:: ASSIGNMENT ::
Wherever the word "rotate" appears in a line below, that line counts; report the total number of such lines only.

----------

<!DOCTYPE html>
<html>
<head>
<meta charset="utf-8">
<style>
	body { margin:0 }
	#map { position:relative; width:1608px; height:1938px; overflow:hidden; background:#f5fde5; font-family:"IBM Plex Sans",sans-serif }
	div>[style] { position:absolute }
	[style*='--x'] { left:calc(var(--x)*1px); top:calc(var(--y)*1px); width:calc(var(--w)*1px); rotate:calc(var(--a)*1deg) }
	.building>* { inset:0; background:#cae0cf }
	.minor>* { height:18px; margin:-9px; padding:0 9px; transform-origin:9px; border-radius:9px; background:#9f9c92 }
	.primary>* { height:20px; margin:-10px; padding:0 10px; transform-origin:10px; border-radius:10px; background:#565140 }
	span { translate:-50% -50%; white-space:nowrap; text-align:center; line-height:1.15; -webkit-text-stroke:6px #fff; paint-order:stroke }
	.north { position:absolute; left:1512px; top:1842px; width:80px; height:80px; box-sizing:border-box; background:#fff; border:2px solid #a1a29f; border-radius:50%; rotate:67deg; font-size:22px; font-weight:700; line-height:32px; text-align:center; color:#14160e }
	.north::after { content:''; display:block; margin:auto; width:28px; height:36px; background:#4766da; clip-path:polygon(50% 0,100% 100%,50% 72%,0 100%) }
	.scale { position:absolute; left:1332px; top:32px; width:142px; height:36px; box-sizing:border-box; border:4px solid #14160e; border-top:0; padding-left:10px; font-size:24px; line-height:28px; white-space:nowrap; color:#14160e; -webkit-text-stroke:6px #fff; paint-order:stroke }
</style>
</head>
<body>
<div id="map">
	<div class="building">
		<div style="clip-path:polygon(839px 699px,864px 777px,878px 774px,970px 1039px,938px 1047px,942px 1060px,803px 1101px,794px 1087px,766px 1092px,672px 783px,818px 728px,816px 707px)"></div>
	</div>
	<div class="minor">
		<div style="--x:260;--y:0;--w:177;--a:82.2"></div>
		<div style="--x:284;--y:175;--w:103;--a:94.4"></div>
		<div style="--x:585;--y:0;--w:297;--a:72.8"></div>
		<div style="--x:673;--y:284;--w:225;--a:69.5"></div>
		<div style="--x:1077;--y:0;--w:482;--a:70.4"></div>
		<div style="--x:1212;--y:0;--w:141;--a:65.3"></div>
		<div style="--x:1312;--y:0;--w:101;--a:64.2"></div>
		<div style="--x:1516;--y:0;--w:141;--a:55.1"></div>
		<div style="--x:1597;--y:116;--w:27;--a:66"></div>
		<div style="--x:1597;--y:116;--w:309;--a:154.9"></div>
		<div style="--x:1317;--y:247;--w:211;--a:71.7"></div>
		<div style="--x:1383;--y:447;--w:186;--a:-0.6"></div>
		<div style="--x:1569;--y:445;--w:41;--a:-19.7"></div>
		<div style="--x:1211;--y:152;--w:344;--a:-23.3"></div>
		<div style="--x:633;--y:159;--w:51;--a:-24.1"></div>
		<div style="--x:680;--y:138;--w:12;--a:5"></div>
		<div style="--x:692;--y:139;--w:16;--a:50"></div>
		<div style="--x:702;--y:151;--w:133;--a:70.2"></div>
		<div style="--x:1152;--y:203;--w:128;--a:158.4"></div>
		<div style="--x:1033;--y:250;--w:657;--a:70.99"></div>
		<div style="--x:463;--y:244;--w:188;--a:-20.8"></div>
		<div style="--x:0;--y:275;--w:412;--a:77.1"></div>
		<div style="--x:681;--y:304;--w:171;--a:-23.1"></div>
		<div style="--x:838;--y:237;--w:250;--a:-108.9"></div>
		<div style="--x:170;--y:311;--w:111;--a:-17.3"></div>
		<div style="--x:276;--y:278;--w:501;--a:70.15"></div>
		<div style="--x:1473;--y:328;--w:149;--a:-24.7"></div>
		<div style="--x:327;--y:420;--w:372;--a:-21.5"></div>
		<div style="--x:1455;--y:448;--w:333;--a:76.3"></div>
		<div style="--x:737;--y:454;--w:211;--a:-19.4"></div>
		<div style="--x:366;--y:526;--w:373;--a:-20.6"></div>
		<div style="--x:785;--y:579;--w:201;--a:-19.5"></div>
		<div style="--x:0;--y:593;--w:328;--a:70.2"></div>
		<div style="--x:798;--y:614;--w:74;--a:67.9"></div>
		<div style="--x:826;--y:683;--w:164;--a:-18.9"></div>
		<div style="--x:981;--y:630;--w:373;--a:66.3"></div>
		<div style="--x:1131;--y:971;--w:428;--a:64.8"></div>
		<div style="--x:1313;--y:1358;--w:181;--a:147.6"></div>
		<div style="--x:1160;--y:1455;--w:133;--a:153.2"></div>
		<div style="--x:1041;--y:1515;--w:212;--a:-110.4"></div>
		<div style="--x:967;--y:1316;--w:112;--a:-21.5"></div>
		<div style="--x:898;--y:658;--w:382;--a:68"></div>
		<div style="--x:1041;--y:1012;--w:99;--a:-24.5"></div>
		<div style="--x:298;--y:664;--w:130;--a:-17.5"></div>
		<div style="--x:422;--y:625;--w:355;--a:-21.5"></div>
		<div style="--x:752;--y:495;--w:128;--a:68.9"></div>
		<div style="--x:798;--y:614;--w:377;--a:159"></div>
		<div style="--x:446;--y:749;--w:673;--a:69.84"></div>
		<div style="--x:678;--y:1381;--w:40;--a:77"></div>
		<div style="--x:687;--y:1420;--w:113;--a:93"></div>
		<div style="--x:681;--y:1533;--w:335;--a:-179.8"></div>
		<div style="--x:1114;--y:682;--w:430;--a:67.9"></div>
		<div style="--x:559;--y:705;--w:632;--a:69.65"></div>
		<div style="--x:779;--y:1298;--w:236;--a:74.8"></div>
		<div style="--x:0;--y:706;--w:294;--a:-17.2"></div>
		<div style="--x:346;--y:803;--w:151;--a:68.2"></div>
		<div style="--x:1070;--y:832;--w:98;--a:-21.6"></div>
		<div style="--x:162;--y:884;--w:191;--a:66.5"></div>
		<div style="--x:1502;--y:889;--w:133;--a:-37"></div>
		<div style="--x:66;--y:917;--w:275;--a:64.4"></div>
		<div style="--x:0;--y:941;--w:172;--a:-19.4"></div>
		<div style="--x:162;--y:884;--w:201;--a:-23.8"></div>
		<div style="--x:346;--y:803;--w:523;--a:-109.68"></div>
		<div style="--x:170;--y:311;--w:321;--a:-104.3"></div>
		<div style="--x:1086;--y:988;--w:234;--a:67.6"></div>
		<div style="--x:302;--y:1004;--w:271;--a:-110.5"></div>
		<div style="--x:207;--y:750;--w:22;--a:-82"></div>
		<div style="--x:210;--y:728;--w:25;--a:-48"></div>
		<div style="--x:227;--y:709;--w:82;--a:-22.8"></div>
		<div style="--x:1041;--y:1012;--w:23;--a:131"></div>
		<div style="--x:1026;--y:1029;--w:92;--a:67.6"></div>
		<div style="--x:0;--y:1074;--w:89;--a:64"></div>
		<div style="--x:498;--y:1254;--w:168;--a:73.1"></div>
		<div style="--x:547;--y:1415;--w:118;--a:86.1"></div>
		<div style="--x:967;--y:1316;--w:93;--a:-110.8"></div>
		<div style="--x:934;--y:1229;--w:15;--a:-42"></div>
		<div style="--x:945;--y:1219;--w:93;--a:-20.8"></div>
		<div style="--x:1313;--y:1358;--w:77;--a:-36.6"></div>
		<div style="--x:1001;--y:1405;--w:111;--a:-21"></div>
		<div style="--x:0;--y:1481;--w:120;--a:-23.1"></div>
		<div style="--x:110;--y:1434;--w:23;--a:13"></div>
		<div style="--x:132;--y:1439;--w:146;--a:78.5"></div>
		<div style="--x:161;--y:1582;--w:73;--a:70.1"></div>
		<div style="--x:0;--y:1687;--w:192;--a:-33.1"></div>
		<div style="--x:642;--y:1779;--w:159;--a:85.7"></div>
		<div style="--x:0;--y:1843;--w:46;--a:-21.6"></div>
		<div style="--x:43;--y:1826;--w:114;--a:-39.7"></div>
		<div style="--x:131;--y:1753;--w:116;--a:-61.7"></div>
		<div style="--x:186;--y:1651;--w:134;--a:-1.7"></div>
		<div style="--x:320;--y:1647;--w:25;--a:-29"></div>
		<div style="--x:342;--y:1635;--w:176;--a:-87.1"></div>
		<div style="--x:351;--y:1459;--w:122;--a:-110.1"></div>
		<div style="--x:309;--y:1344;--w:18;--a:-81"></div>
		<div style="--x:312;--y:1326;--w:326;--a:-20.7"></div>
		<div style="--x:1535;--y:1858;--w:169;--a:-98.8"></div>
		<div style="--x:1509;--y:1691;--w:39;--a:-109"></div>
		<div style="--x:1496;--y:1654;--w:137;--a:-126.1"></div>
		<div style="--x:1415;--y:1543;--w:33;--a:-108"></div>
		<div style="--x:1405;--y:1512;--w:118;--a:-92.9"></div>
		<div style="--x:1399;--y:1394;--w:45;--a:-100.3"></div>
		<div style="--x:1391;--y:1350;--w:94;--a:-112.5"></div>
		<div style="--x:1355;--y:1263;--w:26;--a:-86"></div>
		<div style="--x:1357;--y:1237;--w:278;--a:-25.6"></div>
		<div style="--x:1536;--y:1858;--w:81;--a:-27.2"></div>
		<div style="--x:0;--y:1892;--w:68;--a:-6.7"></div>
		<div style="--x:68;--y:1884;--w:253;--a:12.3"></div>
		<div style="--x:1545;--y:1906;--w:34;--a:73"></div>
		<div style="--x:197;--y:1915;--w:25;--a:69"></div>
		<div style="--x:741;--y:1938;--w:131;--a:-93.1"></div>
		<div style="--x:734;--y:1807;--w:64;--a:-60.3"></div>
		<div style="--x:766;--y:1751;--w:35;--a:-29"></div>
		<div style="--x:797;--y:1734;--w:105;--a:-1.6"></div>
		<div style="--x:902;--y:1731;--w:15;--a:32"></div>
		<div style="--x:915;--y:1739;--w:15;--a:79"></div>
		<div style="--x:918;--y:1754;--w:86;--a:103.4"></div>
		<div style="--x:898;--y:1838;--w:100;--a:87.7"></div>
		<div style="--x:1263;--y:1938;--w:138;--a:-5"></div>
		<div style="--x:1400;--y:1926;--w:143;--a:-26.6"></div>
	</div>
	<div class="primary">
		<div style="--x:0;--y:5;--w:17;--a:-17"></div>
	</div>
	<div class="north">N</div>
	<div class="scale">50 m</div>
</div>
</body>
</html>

----------

:: ANSWER TO THE EXERCISE ::
2